3D Simulations of the Thermal X-ray Emission from Young Supernova Remnants Including Efficient Particle Acceleration. (arXiv:1210.0085v1 [astro-ph.HE])

3D Simulations of the Thermal X-ray Emission from Young Supernova Remnants Including Efficient Particle Acceleration. (arXiv:1210.0085v1 [astro-ph.HE]):
Supernova remnants (SNRs) are believed to be the major contributors to
Galactic cosmic rays. The detection of non-thermal emission from SNRs
demonstrates the presence of energetic particles, but direct signatures of
protons and other ions remain elusive. If these particles receive a sizeable
fraction of the explosion energy, the morphological and spectral evolution of
the SNR must be modified. To assess this, we run 3D hydrodynamic simulations of
a remnant coupled with a non-linear acceleration model.
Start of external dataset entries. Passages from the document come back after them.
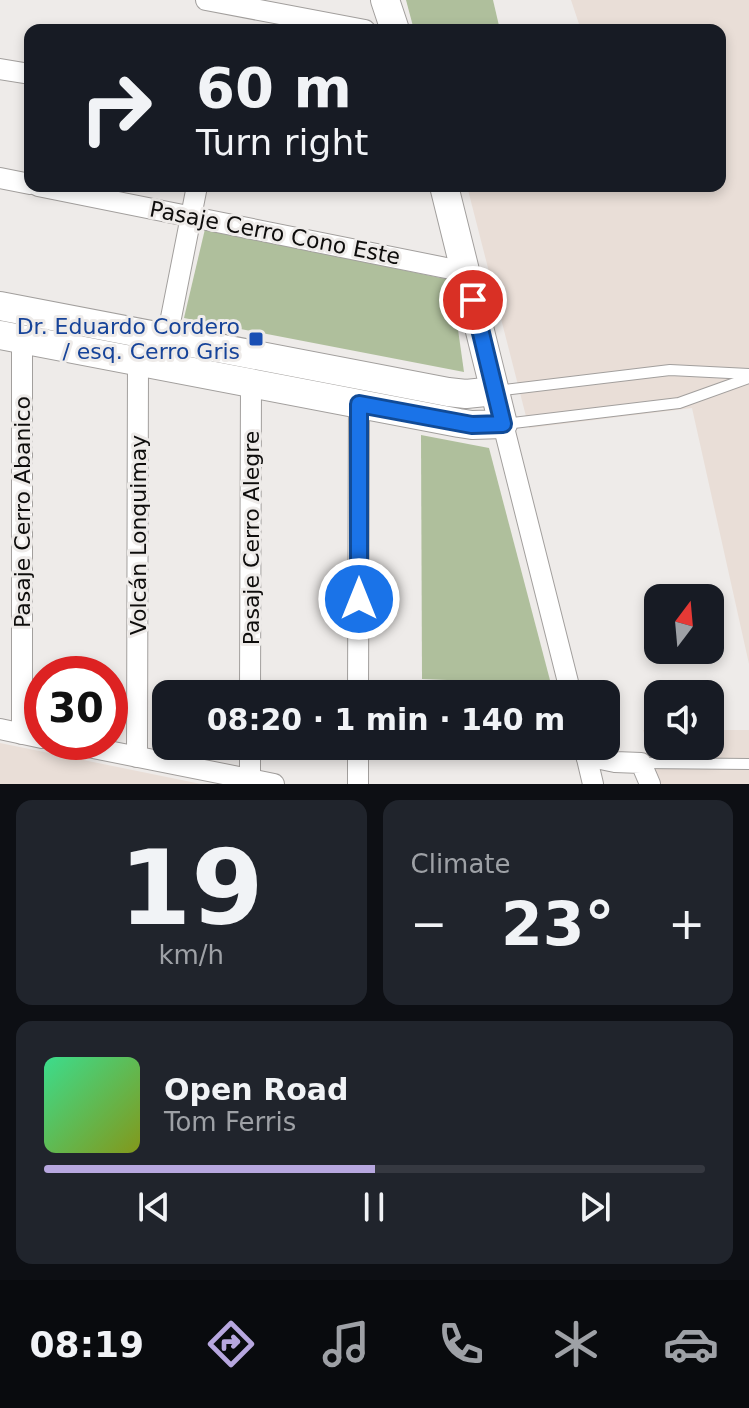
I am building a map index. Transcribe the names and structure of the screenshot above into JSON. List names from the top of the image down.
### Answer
{
  "streets": {
    "street": [
      "Pasaje Cerro Cono Este",
      "Pasaje Cerro Abanico",
      "Volcán Lonquimay",
      "Pasaje Cerro Alegre"
    ]
  },
  "places": {
    "transit": ["Dr. Eduardo Cordero / esq. Cerro Gris"]
  },
  "north": "top",
  "page": {
    "turn": ["60 m", "Turn right"],
    "limit": "30",
    "trip": "08:20 · 1 min · 140 m",
    "tile": [
      ["19", "km/h"],
      "Climate"
    ],
    "heat": ["−", "23°", "+"],
    "song": ["Open Road", "Tom Ferris"],
    "tabs": "08:19"
  }
}
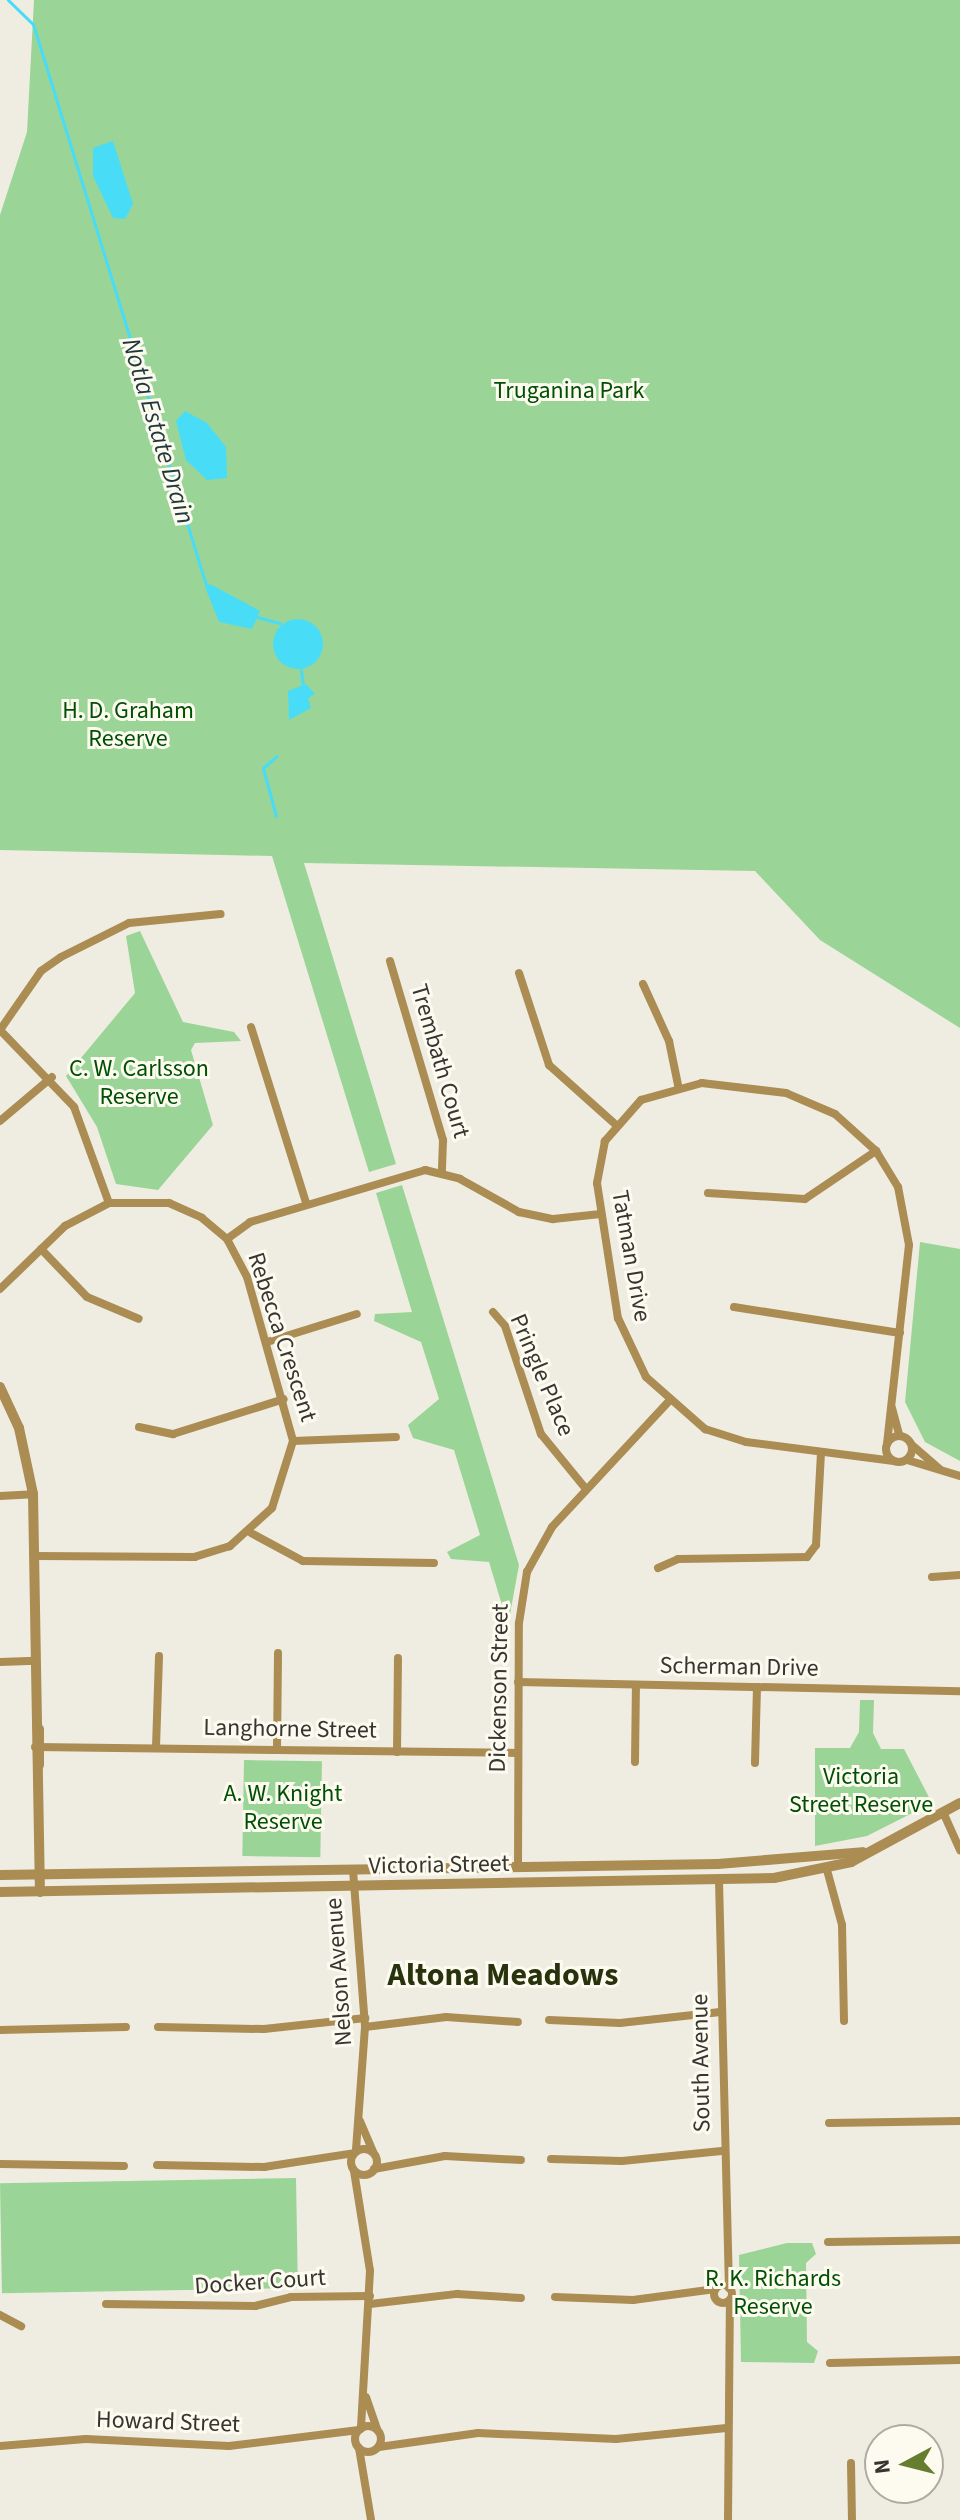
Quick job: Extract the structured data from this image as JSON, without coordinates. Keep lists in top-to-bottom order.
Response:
{
  "streets": {
    "street": [
      "Trembath Court",
      "Tatman Drive",
      "Rebecca Crescent",
      "Pringle Place",
      "Scherman Drive",
      "Dickenson Street",
      "Langhorne Street",
      "Victoria Street",
      "Nelson Avenue",
      "South Avenue",
      "Docker Court",
      "Howard Street"
    ]
  },
  "crossings": [
    ["Tatman Drive", "Dickenson Street"],
    ["Pringle Place", "Dickenson Street"],
    ["Scherman Drive", "Dickenson Street"],
    ["Dickenson Street", "Langhorne Street"],
    ["Dickenson Street", "Victoria Street"],
    ["Victoria Street", "Nelson Avenue"],
    ["Victoria Street", "South Avenue"]
  ],
  "districts": ["Altona Meadows"],
  "water": ["Notla Estate Drain"],
  "parks": [
    "Truganina Park",
    "H. D. Graham Reserve",
    "C. W. Carlsson Reserve",
    "Victoria Street Reserve",
    "A. W. Knight Reserve",
    "R. K. Richards Reserve"
  ],
  "north": "left"
}
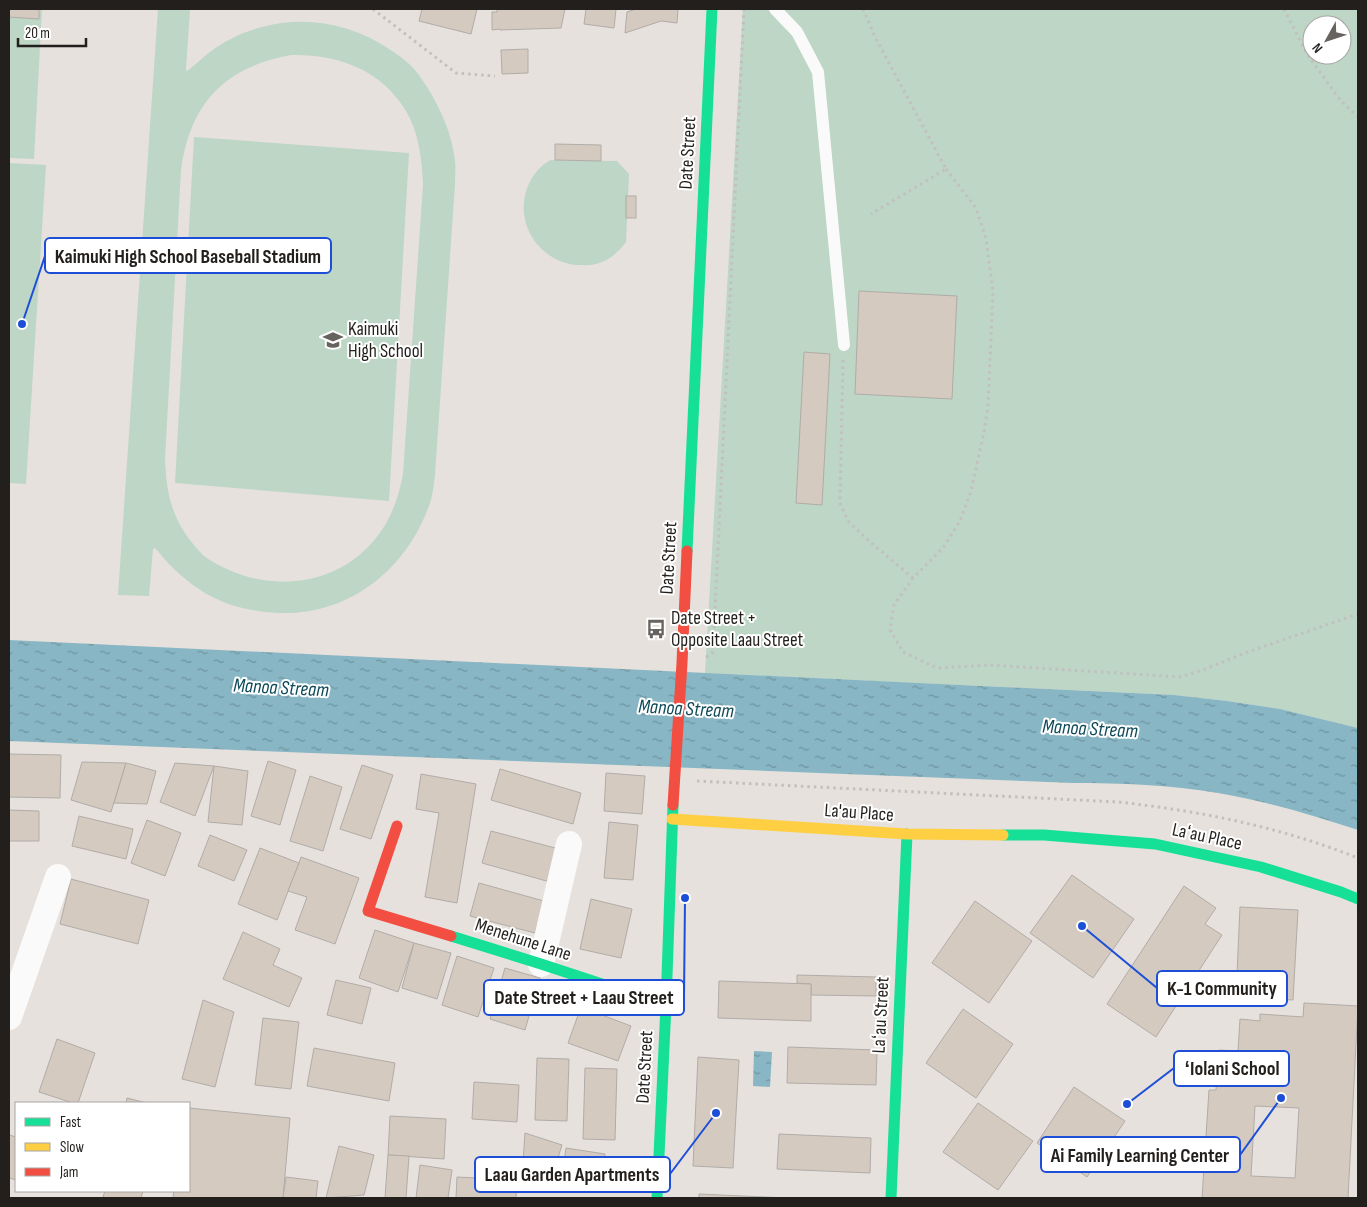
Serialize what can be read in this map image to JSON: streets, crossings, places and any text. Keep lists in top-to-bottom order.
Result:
{
  "streets": {
    "street": [
      "Date Street",
      "La'au Place",
      "Laʻau Place",
      "Menehune Lane",
      "Laʻau Street"
    ]
  },
  "crossings": [
    ["Date Street", "La'au Place"],
    ["Date Street", "Menehune Lane"],
    ["La'au Place", "Laʻau Place"],
    ["La'au Place", "Laʻau Street"]
  ],
  "water": ["Manoa Stream"],
  "places": {
    "other": [
      "Kaimuki High School Baseball Stadium",
      "Date Street + Laau Street",
      "K-1 Community",
      "Ai Family Learning Center",
      "ʻIolani School",
      "Laau Garden Apartments"
    ],
    "school or university": ["Kaimuki High School"],
    "bus stop": ["Date Street + Opposite Laau Street"]
  },
  "legend": ["Fast", "Slow", "Jam"],
  "scale_bar": "20 m",
  "north": "bottom left"
}
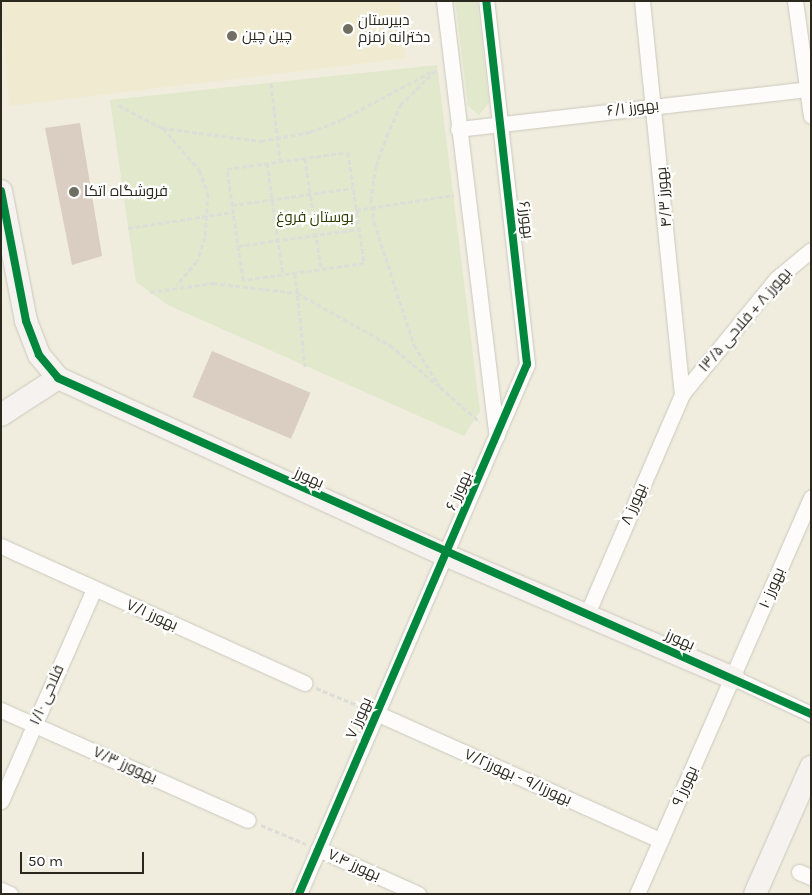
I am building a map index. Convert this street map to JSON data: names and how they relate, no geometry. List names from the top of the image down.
{
  "streets": {
    "street": [
      "بهورز ۶/۱",
      "بهورز ۴/۳",
      "بهورز۶",
      "بهورز ۸ + فلاحی ۱۳/۵",
      "بهورز",
      "بهورز ۶",
      "بهورز ۸",
      "بهورز ۱۰",
      "بهورز ۷/۱",
      "فلاحی ۱/۱۰",
      "بهورز ۷",
      "بهوورز ۷/۳",
      "بهورز۹/۱ - بهورز۷/۲",
      "بهورز ۹",
      "بهورز ۷.۴"
    ]
  },
  "crossings": [
    ["بهورز ۶/۱", "بهورز ۴/۳"],
    ["بهورز ۶/۱", "بهورز۶"],
    ["بهورز ۴/۳", "بهورز ۸ + فلاحی ۱۳/۵"],
    ["بهورز ۴/۳", "بهورز ۸"],
    ["بهورز۶", "بهورز ۶"],
    ["بهورز ۸ + فلاحی ۱۳/۵", "بهورز ۸"],
    ["بهورز", "بهورز ۶"],
    ["بهورز", "بهورز ۸"],
    ["بهورز", "بهورز ۱۰"],
    ["بهورز", "بهورز ۷"],
    ["بهورز", "بهورز ۹"],
    ["بهورز ۶", "بهورز ۷"],
    ["بهورز ۱۰", "بهورز ۹"],
    ["بهورز ۷/۱", "فلاحی ۱/۱۰"],
    ["فلاحی ۱/۱۰", "بهوورز ۷/۳"],
    ["بهورز ۷", "بهورز۹/۱ - بهورز۷/۲"],
    ["بهورز ۷", "بهورز ۷.۴"],
    ["بهورز۹/۱ - بهورز۷/۲", "بهورز ۹"]
  ],
  "parks": ["بوستان فروغ"],
  "places": ["دبیرستان دخترانه زمزم", "چین چین", "فروشگاه اتکا"],
  "scale_bar": "50 m"
}
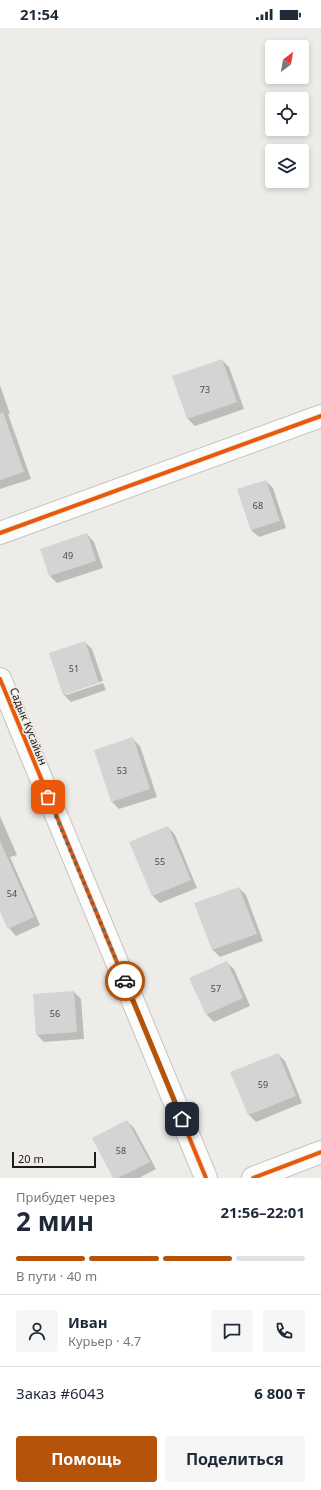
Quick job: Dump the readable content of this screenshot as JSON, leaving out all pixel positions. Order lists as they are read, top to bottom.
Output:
{
  "streets": {
    "street": ["Садык Кусайын"]
  },
  "house_numbers": [
    "73",
    "68",
    "49",
    "51",
    "53",
    "55",
    "54",
    "57",
    "56",
    "59",
    "58"
  ],
  "scale_bar": "20 m",
  "north": "top right",
  "page": {
    "status": "21:54",
    "scale": "20 m",
    "heading": ["2 мин", "Прибудет через", "21:56–22:01"],
    "panel": [
      "Иван",
      "Курьер · 4.7",
      "Заказ #6043",
      "6 800 ₸"
    ],
    "bar": "В пути · 40 m",
    "buttons": ["Помощь", "Поделиться"]
  }
}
We obtain the
time-dependent evolution of the shocked structure, impacted by the
Rayleigh-Taylor hydrodynamic instabilities at the contact discontinuity and by
the back-reaction of particles at the forward shock. We then compute the
progressive temperature equilibration and non-equilibrium ionization state of
the plasma, and its thermal emission in each cell. This allows us to produce
the first realistic synthetic maps of the projected X-ray emission from the
SNR. Plasma conditions (temperature, ionization age) can vary widely over the
projected surface of the SNR, especially between the ejecta and the ambient
medium owing to their different composition. This demonstrates the need for
spatially-resolved spectroscopy. We find that the integrated emission is
reduced with particle back-reaction, with the effect being more significant for
the highest photon energies. Therefore different energy bands, corresponding to
different emitting elements, probe different levels of the impact of particle
acceleration. Our work provides a framework for the interpretation of SNR
observations with current X-ray missions (Chandra, XMM-Newton, Suzaku) and with
upcoming X-ray missions (such as Astro-H).